Problem description: Let your answer be the line containing "Give bounding boxes" and every line below it to the end of the records, copied exactly.

Recorded data:

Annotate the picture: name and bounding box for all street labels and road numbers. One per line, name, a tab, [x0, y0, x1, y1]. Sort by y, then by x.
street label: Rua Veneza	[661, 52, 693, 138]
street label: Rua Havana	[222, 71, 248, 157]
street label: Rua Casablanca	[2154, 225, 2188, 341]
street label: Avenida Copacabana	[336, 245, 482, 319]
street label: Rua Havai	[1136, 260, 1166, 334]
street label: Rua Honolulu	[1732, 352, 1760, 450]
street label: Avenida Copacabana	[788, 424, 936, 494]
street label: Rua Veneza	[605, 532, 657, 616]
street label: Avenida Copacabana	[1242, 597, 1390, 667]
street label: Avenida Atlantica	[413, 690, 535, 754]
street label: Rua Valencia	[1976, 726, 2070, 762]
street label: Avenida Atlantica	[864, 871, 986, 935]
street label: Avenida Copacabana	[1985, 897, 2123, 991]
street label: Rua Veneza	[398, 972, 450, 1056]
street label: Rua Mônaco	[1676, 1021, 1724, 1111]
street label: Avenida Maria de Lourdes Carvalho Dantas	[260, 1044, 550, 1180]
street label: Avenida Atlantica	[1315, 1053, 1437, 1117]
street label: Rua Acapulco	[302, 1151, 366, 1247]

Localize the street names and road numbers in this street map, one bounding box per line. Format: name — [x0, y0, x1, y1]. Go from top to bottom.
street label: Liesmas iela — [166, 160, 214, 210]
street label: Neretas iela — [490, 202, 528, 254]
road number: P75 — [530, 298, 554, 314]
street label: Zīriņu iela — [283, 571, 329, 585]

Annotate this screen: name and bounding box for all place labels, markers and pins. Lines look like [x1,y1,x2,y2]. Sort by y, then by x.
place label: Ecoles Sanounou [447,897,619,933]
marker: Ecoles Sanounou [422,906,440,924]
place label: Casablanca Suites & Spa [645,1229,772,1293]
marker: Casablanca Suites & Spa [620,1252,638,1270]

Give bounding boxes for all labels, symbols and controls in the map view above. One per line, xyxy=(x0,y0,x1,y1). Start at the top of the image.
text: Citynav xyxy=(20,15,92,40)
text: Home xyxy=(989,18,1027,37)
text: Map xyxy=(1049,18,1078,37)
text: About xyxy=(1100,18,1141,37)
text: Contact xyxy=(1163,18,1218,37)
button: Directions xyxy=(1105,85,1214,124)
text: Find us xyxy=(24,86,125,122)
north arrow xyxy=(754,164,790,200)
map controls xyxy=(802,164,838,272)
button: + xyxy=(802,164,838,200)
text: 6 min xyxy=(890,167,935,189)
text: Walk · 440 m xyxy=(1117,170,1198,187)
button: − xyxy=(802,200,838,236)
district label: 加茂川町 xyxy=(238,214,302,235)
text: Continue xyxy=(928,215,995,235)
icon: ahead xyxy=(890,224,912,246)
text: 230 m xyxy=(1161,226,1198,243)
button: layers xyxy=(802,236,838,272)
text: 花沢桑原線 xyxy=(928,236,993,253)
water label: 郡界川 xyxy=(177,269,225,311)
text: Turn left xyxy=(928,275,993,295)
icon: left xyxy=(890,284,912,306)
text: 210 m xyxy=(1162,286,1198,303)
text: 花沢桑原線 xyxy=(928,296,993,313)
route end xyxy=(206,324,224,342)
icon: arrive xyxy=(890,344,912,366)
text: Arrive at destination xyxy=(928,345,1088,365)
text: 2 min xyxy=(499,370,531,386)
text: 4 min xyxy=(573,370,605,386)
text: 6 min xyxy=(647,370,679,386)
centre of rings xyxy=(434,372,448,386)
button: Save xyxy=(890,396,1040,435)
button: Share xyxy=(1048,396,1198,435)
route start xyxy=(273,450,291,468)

Answer box:
Give bounding boxes for all labels, symbols and controls in the map view above. One per line, xyxy=(x0,y0,x1,y1). Start at the top of the image.
text: Citynav xyxy=(20,15,92,40)
text: Home xyxy=(989,18,1027,37)
text: Map xyxy=(1049,18,1078,37)
text: About xyxy=(1100,18,1141,37)
text: Contact xyxy=(1163,18,1218,37)
button: Directions xyxy=(1105,85,1214,124)
text: Find us xyxy=(24,86,125,122)
north arrow xyxy=(754,164,790,200)
map controls xyxy=(802,164,838,272)
button: + xyxy=(802,164,838,200)
text: 6 min xyxy=(890,167,935,189)
text: Walk · 440 m xyxy=(1117,170,1198,187)
button: − xyxy=(802,200,838,236)
district label: 加茂川町 xyxy=(238,214,302,235)
text: Continue xyxy=(928,215,995,235)
icon: ahead xyxy=(890,224,912,246)
text: 230 m xyxy=(1161,226,1198,243)
button: layers xyxy=(802,236,838,272)
text: 花沢桑原線 xyxy=(928,236,993,253)
water label: 郡界川 xyxy=(177,269,225,311)
text: Turn left xyxy=(928,275,993,295)
icon: left xyxy=(890,284,912,306)
text: 210 m xyxy=(1162,286,1198,303)
text: 花沢桑原線 xyxy=(928,296,993,313)
route end xyxy=(206,324,224,342)
icon: arrive xyxy=(890,344,912,366)
text: Arrive at destination xyxy=(928,345,1088,365)
text: 2 min xyxy=(499,370,531,386)
text: 4 min xyxy=(573,370,605,386)
text: 6 min xyxy=(647,370,679,386)
centre of rings xyxy=(434,372,448,386)
button: Save xyxy=(890,396,1040,435)
button: Share xyxy=(1048,396,1198,435)
route start xyxy=(273,450,291,468)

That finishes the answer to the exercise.